Sorot Indonesia – Italia, sebuah negara yang dikenal akan kejayaannya di dunia sepak bola, kini menghadapi gejolak internal di Federasi Sepak Bola Italia (FIGC) setelah mundurnya Paolo Maldini dari posisinya sebagai Direktur Teknik. Hanya dalam waktu 16 hari setelah dilantik, Maldini yang merupakan legenda AC Milan dan Timnas Italia, memutuskan untuk mengundurkan diri. Keputusan mendadak ini mengejutkan banyak pihak, terutama karena Maldini diharapkan dapat membawa perubahan dalam pembinaan pemain dan memperbaiki performa tim nasional.
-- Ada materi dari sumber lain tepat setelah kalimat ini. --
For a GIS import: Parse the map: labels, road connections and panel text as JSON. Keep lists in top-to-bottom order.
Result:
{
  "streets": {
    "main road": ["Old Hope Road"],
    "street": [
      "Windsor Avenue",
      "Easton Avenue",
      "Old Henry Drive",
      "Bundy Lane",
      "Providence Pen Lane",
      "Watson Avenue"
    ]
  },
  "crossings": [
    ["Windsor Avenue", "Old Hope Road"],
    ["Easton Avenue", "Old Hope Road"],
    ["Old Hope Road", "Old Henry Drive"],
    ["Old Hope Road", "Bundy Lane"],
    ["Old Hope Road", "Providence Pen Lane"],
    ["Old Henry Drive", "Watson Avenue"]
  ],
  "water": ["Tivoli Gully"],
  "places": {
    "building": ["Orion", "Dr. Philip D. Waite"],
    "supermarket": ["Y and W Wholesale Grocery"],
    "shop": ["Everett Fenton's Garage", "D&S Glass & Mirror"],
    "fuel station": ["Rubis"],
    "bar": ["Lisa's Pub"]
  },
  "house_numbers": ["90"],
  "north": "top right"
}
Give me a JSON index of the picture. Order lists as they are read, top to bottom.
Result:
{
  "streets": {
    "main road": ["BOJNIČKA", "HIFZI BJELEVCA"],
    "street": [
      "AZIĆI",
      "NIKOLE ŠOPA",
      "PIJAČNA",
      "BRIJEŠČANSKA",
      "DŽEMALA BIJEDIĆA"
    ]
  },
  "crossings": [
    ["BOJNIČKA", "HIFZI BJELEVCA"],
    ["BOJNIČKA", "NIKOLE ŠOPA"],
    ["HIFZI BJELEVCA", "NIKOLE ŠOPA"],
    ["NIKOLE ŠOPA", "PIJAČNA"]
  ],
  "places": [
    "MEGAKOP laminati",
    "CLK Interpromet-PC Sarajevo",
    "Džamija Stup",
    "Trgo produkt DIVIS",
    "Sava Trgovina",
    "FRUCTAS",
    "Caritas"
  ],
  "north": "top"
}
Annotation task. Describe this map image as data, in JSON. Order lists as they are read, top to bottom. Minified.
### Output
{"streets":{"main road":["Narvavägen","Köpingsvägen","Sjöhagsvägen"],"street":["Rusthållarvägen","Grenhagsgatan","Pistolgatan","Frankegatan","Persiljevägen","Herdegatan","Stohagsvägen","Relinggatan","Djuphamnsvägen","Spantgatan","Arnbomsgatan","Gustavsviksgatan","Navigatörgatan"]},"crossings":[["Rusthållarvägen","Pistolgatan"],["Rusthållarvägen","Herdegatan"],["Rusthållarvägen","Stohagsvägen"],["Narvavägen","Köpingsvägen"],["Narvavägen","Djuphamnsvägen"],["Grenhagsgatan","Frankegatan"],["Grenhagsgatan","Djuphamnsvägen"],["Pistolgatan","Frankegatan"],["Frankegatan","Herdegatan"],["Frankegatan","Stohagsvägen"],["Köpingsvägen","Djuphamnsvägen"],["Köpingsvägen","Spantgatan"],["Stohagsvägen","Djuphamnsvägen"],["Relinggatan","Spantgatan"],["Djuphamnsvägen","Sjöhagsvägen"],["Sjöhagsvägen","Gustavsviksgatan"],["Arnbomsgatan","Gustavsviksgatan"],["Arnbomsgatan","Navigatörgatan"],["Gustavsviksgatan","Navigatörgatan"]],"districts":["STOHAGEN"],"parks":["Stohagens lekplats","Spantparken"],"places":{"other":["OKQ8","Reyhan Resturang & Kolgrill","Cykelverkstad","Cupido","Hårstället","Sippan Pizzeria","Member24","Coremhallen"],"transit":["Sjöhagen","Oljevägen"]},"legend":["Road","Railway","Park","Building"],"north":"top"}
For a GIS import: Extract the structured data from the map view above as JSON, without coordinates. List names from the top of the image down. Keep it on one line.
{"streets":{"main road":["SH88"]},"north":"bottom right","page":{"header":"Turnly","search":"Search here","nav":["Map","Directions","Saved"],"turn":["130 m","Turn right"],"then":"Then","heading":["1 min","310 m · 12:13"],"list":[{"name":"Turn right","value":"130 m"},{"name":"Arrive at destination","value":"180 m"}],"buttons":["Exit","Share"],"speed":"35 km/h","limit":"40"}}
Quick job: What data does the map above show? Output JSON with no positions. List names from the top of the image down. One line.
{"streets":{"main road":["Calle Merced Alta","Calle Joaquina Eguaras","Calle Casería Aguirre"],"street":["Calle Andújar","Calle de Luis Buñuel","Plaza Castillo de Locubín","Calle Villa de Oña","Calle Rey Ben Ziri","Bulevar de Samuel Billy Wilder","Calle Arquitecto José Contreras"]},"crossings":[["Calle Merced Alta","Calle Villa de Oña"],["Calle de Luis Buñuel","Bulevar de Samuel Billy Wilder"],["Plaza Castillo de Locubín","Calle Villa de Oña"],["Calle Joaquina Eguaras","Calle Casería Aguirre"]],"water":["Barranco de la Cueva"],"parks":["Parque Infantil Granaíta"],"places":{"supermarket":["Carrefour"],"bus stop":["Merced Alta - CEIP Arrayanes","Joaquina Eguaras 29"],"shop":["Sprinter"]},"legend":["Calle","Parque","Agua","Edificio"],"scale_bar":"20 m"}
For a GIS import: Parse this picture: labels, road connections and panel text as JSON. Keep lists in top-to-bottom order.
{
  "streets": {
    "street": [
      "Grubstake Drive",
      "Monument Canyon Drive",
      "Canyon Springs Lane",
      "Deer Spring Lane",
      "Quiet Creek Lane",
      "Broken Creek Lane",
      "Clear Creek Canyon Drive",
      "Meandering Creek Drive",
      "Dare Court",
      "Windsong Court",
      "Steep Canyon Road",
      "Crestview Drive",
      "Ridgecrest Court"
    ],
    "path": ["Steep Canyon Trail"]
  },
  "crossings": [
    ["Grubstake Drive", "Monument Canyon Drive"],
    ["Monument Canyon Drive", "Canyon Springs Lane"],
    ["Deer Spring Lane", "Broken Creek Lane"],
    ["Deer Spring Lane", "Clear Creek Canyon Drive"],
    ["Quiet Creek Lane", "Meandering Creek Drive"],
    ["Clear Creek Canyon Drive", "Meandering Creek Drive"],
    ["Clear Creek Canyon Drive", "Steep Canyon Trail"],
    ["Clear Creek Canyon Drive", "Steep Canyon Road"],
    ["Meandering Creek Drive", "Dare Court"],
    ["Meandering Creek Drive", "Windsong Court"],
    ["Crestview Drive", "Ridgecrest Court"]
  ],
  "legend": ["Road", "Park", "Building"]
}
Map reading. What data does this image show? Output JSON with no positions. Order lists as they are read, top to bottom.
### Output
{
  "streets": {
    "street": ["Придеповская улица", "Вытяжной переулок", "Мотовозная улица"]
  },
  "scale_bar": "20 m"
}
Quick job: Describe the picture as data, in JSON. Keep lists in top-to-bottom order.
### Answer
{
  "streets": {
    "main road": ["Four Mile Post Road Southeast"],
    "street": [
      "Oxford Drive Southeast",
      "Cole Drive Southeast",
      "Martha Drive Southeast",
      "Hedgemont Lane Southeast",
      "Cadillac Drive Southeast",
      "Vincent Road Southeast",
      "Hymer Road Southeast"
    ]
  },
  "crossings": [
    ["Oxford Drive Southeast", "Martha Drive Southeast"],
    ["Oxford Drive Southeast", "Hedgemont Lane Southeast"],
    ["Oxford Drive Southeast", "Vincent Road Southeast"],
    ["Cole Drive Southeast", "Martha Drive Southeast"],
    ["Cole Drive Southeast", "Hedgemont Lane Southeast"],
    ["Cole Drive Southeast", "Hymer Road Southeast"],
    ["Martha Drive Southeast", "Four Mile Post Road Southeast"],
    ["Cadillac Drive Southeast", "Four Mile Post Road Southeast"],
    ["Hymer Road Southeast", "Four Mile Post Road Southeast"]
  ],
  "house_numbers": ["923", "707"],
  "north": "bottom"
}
Paolo Maldini dan rekannya Leonardo sebelumnya diberikan mandat untuk merancang arah pembinaan pemain, memperkuat sistem pengembangan talenta muda, serta membantu menentukan pelatih baru untuk Timnas Italia. Namun, ketidaksepakatan dengan jajaran federasi mengenai beberapa keputusan penting menjadi penyebab utama mundurnya mereka. Salah satu tantangan pertama yang dihadapi mereka adalah pencarian pelatih kepala baru untuk tim nasional.

Baca juga:

Awalnya, FIGC mengincar Pep Guardiola sebagai calon pelatih, namun upaya tersebut gagal. Selanjutnya, Carlo Ancelotti juga tidak berhasil direkrut. Ketika Andrea Pirlo, mantan gelandang tim juara Piala Dunia 2006, diusulkan sebagai alternatif, penolakan muncul karena statusnya sebagai duta merek perusahaan taruhan Rusia, yang dianggap bertentangan dengan regulasi federasi. Hal ini menciptakan ketidakpuasan yang cukup besar, yang pada akhirnya memicu mundurnya Maldini dan Leonardo.

Setelah pengunduran tersebut, FIGC mengumumkan kembalinya Roberto Mancini sebagai pelatih kepala Timnas Italia. Ini merupakan periode kedua bagi Mancini setelah sebelumnya sukses membawa Italia meraih gelar Euro 2020 dan menciptakan rekor 37 pertandingan tanpa kekalahan. Di tengah tantangan yang dihadapi, Mancini kini diharapkan dapat membangkitkan kembali semangat dan identitas permainan tim nasional Italia.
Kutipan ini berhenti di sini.